Who needs them?! we said, sitting at the bar, blackout drunk, eating sushi.
Honestly, and I don’t mean this in a bad way, but Briana is definitely at least a little jealous of you; she’s just, I don’t know, a little sick in the head, I said, sitting at the bar, chewing a piece of sushi.
I totally agree, Ethel said, also chewing a piece of sushi, I mean I’ve been, like, best friends with Briana for years! But we also have periods like this. When I was dating Chad she refused to talk to me, and that was for almost three years.
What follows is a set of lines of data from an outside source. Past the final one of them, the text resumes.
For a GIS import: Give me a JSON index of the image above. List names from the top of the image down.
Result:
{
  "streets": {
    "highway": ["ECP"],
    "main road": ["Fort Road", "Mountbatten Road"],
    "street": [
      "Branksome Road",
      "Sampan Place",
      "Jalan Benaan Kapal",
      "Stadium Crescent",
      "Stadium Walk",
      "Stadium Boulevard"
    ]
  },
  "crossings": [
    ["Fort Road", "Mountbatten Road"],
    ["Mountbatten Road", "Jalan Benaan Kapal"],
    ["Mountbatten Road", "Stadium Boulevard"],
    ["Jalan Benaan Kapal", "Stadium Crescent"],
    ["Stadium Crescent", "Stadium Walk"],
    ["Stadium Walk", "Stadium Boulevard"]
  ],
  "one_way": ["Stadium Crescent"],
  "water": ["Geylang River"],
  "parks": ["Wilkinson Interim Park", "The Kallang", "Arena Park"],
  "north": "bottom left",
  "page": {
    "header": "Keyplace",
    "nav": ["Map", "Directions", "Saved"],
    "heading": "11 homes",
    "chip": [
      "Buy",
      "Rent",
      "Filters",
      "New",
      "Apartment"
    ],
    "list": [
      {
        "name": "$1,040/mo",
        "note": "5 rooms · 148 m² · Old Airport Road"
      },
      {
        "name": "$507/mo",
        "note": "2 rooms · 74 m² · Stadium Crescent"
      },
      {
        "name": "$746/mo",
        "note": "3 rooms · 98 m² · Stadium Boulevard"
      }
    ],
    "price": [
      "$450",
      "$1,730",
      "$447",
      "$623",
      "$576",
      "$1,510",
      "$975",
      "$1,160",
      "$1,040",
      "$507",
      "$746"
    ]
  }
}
And Mike? Listen, I like Mike, I said, washing down my sushi with a healthy gulp of Mojito, but me and him? There’s always been a little bit of a tension there, I thought at least. It’s like, I don’t know, I kind of feel like Briana always used to come onto me, and—personally—I felt really uncomfortable about it. But what am I supposed to say?! But, at the same time, I could see where, from his perspective, that could be annoying—and maybe that’s kind of informed that tension?
Oh, totally! Ethel replied, washing down her sushi with a healthy gulp of Mojito, Briana totally wants you! And Mike knows. He’s not stupid. He knows. But it’s not like it’s your fault; it’s his girlfriend. So it’s so unfair of him to take that out on you.
Well, I don’t wanna say he’s necessarily taking it out on—
But you know what I mean!
Oh, absolutely, I said. And I totally agree, by the way …  I mean, Briana—to an extent—brings it on herself; I think we have to admit that. But don’t get me wrong, she’s great, totally great, when it comes to hospitality, when it comes to home cleanliness—she’s like the ideal girl when it comes to things like that. But let’s face it: her utter lack of self-esteem ultimately informs the majority of her interpersonal decision making.
I began my attempt to make eye contact with the bartender, hoping to refill my Mojito.
Yes, Ethel said, she’s only fucking these other dudes because she’s insecure about her position with Mike, which—by the way—is partially on Mike, too! How much of a dick can you be to someone? Geez! I mean, going skiing for four days and not even replying to any of her texts—like, what do you expect?!
I began to draw the beginnings of what would later become a more fleshed out correlation between Briana “banging dudes because she’s insecure about her position with Mike” and Ethel’s own “banging” of “dude(s)” (myself, others?) in relation to her position with her boyfriend.
Yeah, I said, it’s not totally on her. It’s definitely partially on Mike. Plus, her home life? The inflection of my voice was incredulous as I finally grabbed the attention of the bartender. I said yeah, can I, uh, have a refill of this? Ethel do you want—
No, I’m ok right now, she said, I actually still have a, uh, good amount left. She motioned to the bartender and glanced at her about half-full Mojito. It was considerate of her to wait on ordering another, somewhat pricey, Mojito; why be gluttonous on another person’s tab?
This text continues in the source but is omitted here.